AppleTV / by Goondaba


 I recently acquired one of the new AppleTVs, and was excited to see what one of these could do.  I have an 802.11n wireless network in the apartment, and I don’t have a media-centric game console or an existing streaming media box near my TV, so the AppleTV seemed like a great fit.


 The packaging itself is something to behold; the AppleTV comes in one very diminutive box.  And once you tear into the small box, there’s an even smaller piece of hardware with the most tightly wrapped power cord you’ve even seen.


Initial Impressions

 Setup was a snap. You just plug in the power cable to the wall and the HDMI cable to your HDTV, and you’re good to go.  Once you start up the AppleTV, it’s just a matter of connecting it to your wireless network and putting in your Home Sharing information to get your device ready to play shared content on your local network.

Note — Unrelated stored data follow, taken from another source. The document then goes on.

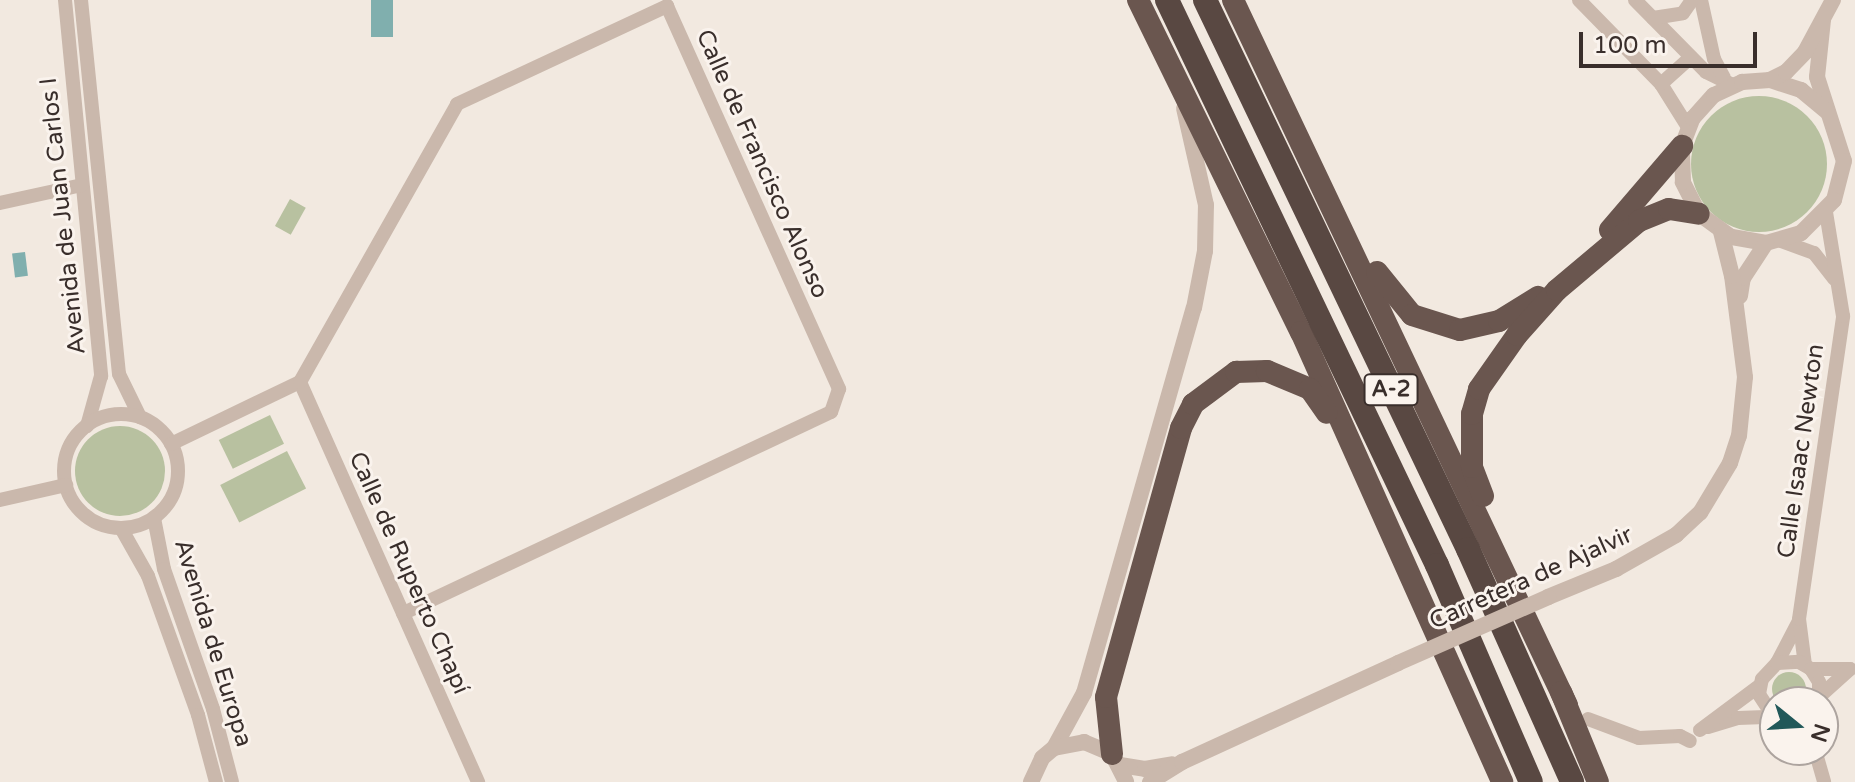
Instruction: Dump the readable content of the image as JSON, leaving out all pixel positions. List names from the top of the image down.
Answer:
{
  "streets": {
    "highway": ["A-2"],
    "street": [
      "Calle de Francisco Alonso",
      "Avenida de Juan Carlos I",
      "Calle Isaac Newton",
      "Calle de Ruperto Chapí",
      "Carretera de Ajalvir",
      "Avenida de Europa"
    ]
  },
  "crossings": [
    ["Calle de Francisco Alonso", "Calle de Ruperto Chapí"],
    ["Avenida de Juan Carlos I", "Avenida de Europa"],
    ["Calle Isaac Newton", "Carretera de Ajalvir"]
  ],
  "scale_bar": "100 m",
  "north": "right"
}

So setup was easy, but I spent a while looking for some sort of volume control and couldn’t find it.  Apparently, there is no volume control, so you just have to adjust the volume of your TV or speakers.  Although, if you’re using the AppleTV as Airplay speakers, you can adjust the volume via iTunes on the host computer.

Main Features

This was my first experience with an AppleTV, so I didn’t have the previous generation of AppleTV to compare it to.  I was mostly comparing the AppleTV to using Front Row on a Mac, and the experience was, for the most part, very similar:


Movies: You’ve got movies; you can view trailers and rent movies in HD from the iTunes store.

TV Shows: You can rent shows in HD.

Internet: There’s a lot going on under the Internet tab.  You can view YouTube videos from the internet tab, which makes sharing videos with groups of people simpler.  Additionally, you are able to watch or listen to podcasts, access your Flickr pictures, and listen to the radio stations available in iTunes.  You can also access your Netflix account using the new Netflix interface and MobileMe stuff (I didn’t test these since I don’t have a Netflix or MobileMe account).

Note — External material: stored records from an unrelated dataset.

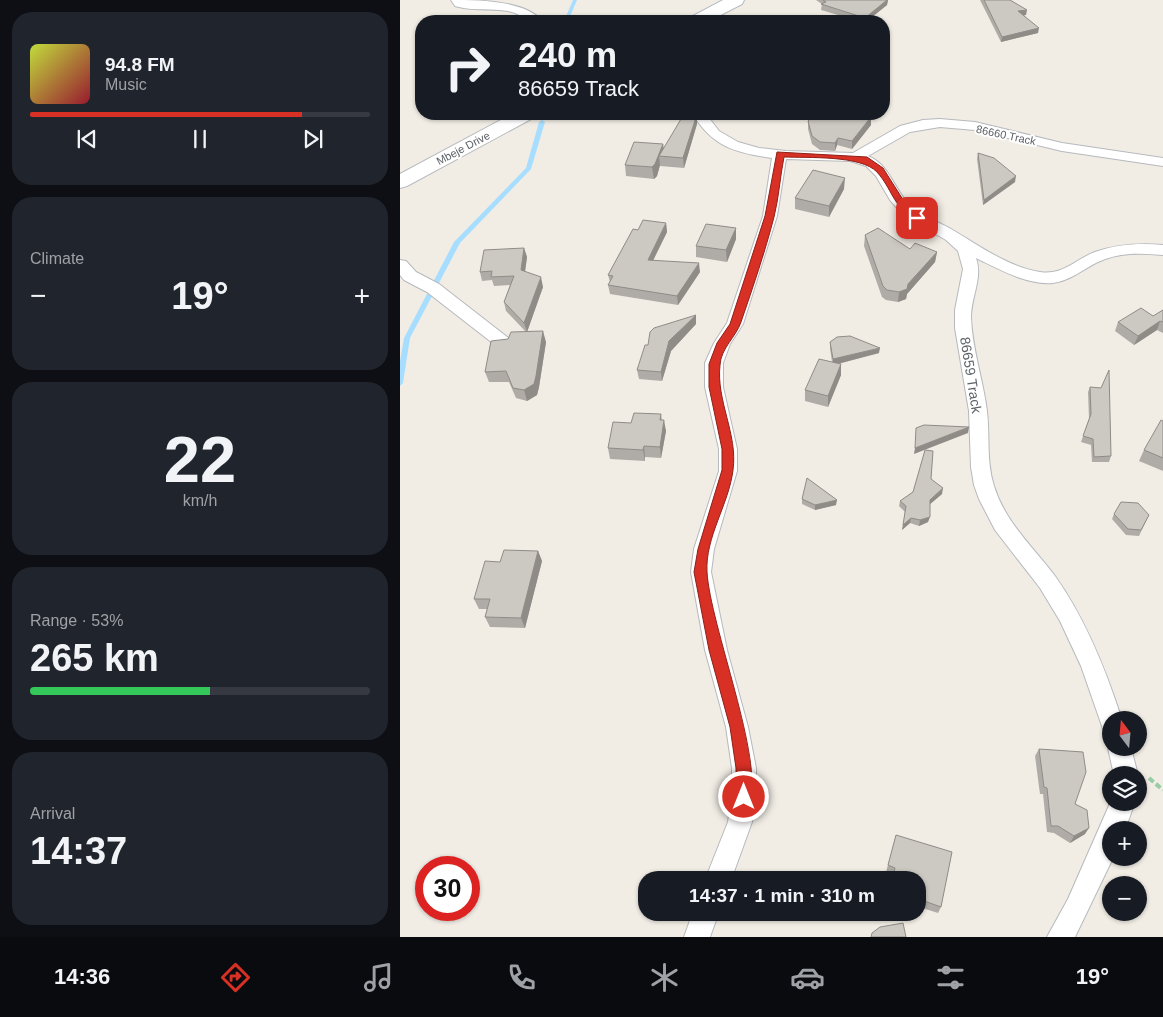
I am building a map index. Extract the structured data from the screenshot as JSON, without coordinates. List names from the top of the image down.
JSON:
{
  "streets": {
    "street": ["86660 Track", "Mbeje Drive", "86659 Track"]
  },
  "north": "top",
  "page": {
    "turn": ["240 m", "86659 Track"],
    "song": ["94.8 FM", "Music"],
    "tile": [
      "Climate",
      ["22", "km/h"],
      ["Range · 53%", "265 km"],
      ["Arrival", "14:37"]
    ],
    "heat": ["−", "19°", "+"],
    "map_buttons": ["+", "−"],
    "limit": "30",
    "trip": "14:37 · 1 min · 310 m",
    "tabs": ["14:36", "19°"]
  }
}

Computers: Here’s where you can access all the media available on the machines in your local network.  After entering your Home Sharing information in the AppleTV and enabling Home Sharing on your computers, you’re able to view all your iTunes content on your HDTV.

Settings: Where you get to configure everything from network settings to your favorite style of slide show.


New in this version of the ATV is the Airplay option, which allows you to access any speakers hooked up to your ATV via iTunes on any other computer on the network.  This is pretty straightforward, and works very well.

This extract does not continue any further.